There are some solutions, but none qualify as super convenient.
The options are:
- V-brake Mount Risers
It’s possible to install V-brake risers – special adapters that mount to the existing braze-ons and provide their own elevated brake spots. The downside of this solution is the extra point of failure introduced to the brake system.
- V-brake Clamp Adapters
Another option would be to install V-brake clamp adapters and place them at an appropriate level.
The con of this method is the price. Some clamp adapters are expensive. If you need four, you may end up paying USD 80-100. For the same money, you can source a second-hand 26-inch rigid frame.
– Cut and re-weld the mounts
Experienced frame builders can remove the existing brake mounts and re-weld them higher on the frame and fork so that the pads can grab the rim of a 26-inch wheel.
In practice, this solution isn’t optimal because the procedure may cost a decent chunk of money. For the same sum plus a little extra, you may be able to find a legit 26-inch frame on the second-hand market.
– Switch to Caliper Brakes
If the frame and fork permit the installation of caliper (road) brakes, you may be able to get a pair working.
The downside? You will need 26-inch road wheels and tires which aren’t readily available because most road wheels are 700c or 29-inches in MTB sizes.
Additionally, if the frame is originally an MTB one, the distance between the rear dropouts is probably 135mm. Meanwhile, the O.L.D. of rear road wheels is 130mm.
Therefore, you would have to cold set the frame to 130mm or buy a custom 135mm wheel.
Note: A frame can be cold set only if it’s made of steel. Other materials don’t handle cold setting well due to their lack of elasticity.
FAQ: What’s O.L.D.?
The term Over Locknut Dimension (O.L.D.) refers to the usable part of the hub or the distance between the outer sides of the two locknuts.
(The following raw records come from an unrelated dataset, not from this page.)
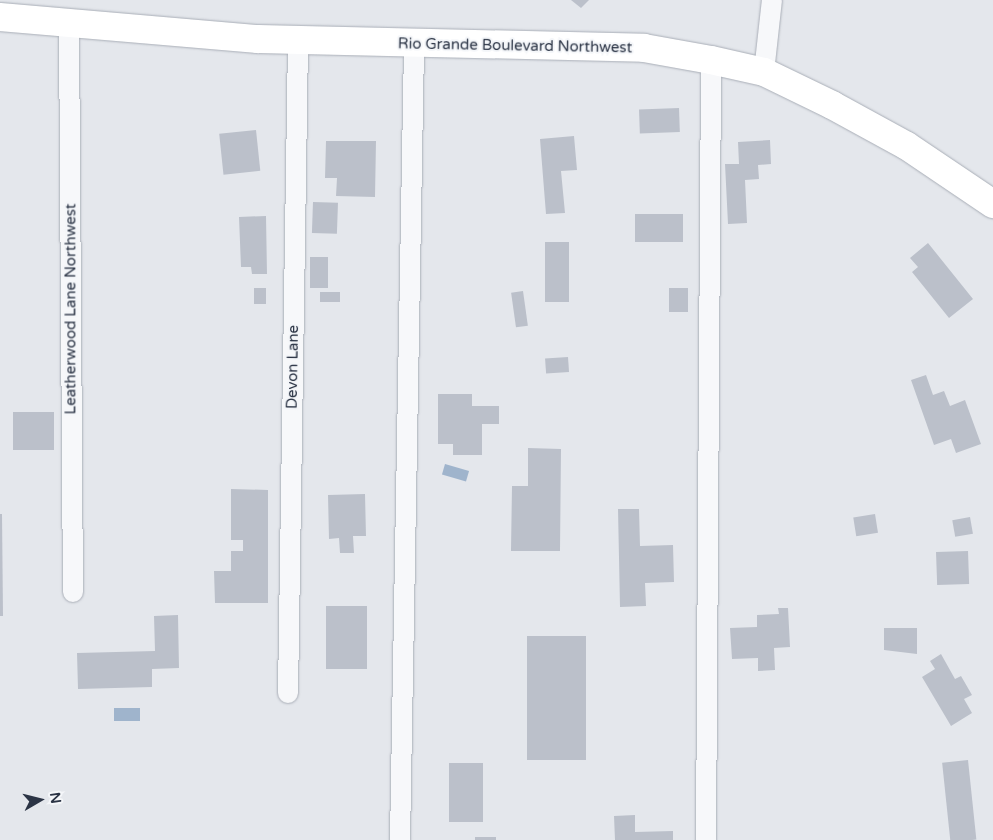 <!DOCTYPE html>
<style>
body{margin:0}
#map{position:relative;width:993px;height:840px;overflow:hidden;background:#e4e7ec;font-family:"Varela Round",sans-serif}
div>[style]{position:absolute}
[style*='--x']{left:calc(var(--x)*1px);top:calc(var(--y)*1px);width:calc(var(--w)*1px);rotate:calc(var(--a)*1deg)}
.water>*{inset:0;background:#9fb4cc;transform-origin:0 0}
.building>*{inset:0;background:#bbc0ca;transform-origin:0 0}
.roads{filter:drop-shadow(0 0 1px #a9aeb7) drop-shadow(0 0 1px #a9aeb7)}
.street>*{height:20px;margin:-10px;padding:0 10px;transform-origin:10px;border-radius:10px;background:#f7f8fa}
.secondary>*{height:28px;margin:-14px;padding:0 14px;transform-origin:14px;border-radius:14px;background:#fff}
span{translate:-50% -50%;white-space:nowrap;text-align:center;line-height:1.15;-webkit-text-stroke:4px #f4f6f9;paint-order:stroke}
.street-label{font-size:15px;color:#2b3445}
.north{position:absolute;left:15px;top:775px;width:50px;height:50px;-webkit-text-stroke:4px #f4f6f9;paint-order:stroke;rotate:82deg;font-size:14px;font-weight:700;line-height:20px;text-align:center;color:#2b3445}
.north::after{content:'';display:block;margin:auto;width:18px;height:22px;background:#2b3445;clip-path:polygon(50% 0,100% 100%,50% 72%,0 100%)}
</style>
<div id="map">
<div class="water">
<div style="left:445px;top:464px;width:25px;height:11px;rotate:16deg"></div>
<div style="left:114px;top:708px;width:26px;height:13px"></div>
</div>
<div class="building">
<div style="clip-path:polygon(571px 0,589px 0,581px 8px)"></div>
<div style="left:679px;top:108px;width:24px;height:40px;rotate:88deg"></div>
<div style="left:256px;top:130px;width:41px;height:37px;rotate:84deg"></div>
<div style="clip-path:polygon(574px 136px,577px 170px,561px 171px,565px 213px,546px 214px,540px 139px)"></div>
<div style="clip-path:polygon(770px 140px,771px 164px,758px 165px,759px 179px,745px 180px,747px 223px,728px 224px,725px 164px,739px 164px,738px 142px)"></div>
<div style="clip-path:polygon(326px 141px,376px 141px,375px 197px,336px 196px,337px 178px,325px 178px)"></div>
<div style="left:313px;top:202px;width:25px;height:31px;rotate:2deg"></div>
<div style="left:635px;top:214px;width:48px;height:28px"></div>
<div style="clip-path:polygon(266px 216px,267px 274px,252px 274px,251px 267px,241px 267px,239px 217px)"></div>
<div style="left:545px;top:242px;width:24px;height:60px"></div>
<div style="clip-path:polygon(928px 243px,973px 299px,949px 318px,912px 272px,918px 267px,910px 258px)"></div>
<div style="left:310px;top:257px;width:18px;height:31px"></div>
<div style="left:266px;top:288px;width:16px;height:12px;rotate:90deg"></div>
<div style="left:669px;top:288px;width:19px;height:24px"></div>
<div style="left:523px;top:291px;width:35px;height:12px;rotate:82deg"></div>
<div style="left:340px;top:292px;width:10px;height:20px;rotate:90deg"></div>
<div style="left:568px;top:357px;width:15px;height:23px;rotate:86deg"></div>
<div style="clip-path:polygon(926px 375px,933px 395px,944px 391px,950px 406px,965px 400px,981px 444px,956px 453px,951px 439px,934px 445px,911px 380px)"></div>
<div style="clip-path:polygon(438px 394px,472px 394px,472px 406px,499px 406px,499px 424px,482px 424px,482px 455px,453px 455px,453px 444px,438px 444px)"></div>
<div style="left:13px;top:412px;width:41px;height:38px"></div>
<div style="clip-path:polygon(528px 448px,561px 449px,560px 551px,511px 551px,512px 486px,528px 486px)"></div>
<div style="clip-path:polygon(231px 489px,268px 490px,268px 603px,215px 603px,214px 571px,231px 571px,231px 551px,243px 551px,243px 540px,231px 540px)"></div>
<div style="clip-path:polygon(365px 494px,366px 536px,353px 536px,354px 553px,340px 553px,339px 538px,329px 539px,328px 495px)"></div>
<div style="clip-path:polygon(618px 509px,639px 509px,640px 546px,673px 545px,674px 582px,645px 583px,646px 606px,620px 607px)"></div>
<div style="clip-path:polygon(0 514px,2px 514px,3px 616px,0 616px)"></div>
<div style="left:875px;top:514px;width:19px;height:22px;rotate:81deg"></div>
<div style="left:970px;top:517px;width:17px;height:18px;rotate:80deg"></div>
<div style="left:968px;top:551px;width:33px;height:32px;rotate:88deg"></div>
<div style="left:326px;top:606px;width:41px;height:63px"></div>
<div style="clip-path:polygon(778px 608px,788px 608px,790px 647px,774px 648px,775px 670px,758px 671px,758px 658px,732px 659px,730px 628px,757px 627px,757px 615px,779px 614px)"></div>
<div style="clip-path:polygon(178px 615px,179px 668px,152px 669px,152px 687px,78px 689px,77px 653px,155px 651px,154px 616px)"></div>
<div style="clip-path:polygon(884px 628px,917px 628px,917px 654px,884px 650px)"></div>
<div style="left:586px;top:636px;width:124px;height:59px;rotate:90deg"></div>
<div style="clip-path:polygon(941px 654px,955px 679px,961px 676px,972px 695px,964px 699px,972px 713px,951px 726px,922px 677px,935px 669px,930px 661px)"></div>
<div style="left:968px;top:760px;width:80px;height:26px;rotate:84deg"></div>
<div style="left:449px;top:763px;width:34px;height:59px"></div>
<div style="clip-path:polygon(635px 815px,635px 832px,673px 831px,673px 840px,615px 840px,614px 816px)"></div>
<div style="left:475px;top:837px;width:21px;height:3px"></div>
</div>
<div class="roads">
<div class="street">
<div style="--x:69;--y:25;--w:567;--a:89.6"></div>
<div style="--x:764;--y:72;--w:72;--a:-83.7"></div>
<div style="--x:288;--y:693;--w:653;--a:-89.12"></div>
<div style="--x:400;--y:840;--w:795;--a:-88.99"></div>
<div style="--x:706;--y:840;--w:780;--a:-89.63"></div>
</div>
<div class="secondary">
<div style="--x:0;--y:17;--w:259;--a:4.9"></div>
<div style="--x:258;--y:39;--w:386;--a:1.3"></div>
<div style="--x:644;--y:48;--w:68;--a:10.2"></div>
<div style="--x:711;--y:60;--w:54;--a:12.8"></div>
<div style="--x:764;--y:72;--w:76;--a:25.9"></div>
<div style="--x:832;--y:105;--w:85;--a:28.7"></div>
<div style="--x:907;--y:146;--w:104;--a:34"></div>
</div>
</div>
<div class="street-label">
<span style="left:515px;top:46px;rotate:1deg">Rio Grande Boulevard Northwest</span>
<span style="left:71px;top:309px;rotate:-90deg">Leatherwood Lane Northwest</span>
<span style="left:293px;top:367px;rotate:-89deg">Devon Lane</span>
</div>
<div class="north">N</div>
</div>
FAQ: What About Disc Brakes?
Disc brakes do not create the above issues because there is no need to move the mounts for the calipers. The brake should work just fine as long as the fork and frame can accept the wheel.
2. Raised Bottom Bracket
26-inch wheels will elevate the bottom bracket of the bike and potentially create instability issues. The chances of experiencing this downside are greater with an MTB frame because mountain bikes have taller bottom brackets for extra clearance by default.
3. Severe Toe Overlap
24-inch bikes are compact and have shorter cranks and frames. When you add bigger wheels, the chances of hitting the tire with your toes during turns a.k.a. toe overlap increase greatly.
4. No Fender Clearance
You would have a hard time installing full fenders because there won’t be enough space for them.
5. Unpleasant Geometry
Bigger wheels would make the bike look larger, but the frame will remain the same. The rider may still find the geometry limiting/compressing.
Some Bikes Are Designed to Support 24-inch and 26-inch Wheels
Some 24-inch children’s bikes are engineered to accept multiple tire sizes to eliminate the need for a new bike as the child grows.
Below is a list of models with that feature:
|Model||Wheel Size Support|
|Rocky Mountain Reaper||24”, 26”|
|Scott Ransom 400||24”, 26”|
|Spawn Rokk||24”, 26”|
|Slater Mobster||24”, 26”|
|Mondraker Factor 24||24”, 26”|
|Propain Yuma||24”, 26”|
|The Flow Drifter||24”, 26”|
FAQ: Can you put 24-inch wheels on a 26-inch bike?
The reverse exercise (24-inch wheels on a 26-inch bike) is easier. If a bike has clearance for 26”, it can obviously accept 24” wheels.
However, the problem with rim brakes would still manifest because the braze-ons would be at the wrong place. If the bike uses disc brakes, this won’t be an issue.
For that reason, some people future-proof a bike by buying a 26-inch model and putting a 24-inch wheel on it. When the kid is large enough for a 26-inch bike, the original rims are installed.
Summary: What You Need to Know
1. Very few dedicated 24-inch frames have clearance for 26-inch wheels.
2. The frame may have clearance for 26-inch wheels, but the conversion would still create problems (brake mounts at the wrong place, unnaturally high bottom bracket…etc.)
3. There are mountain bike frames and forks designed to support both 24 and 26-inch wheels.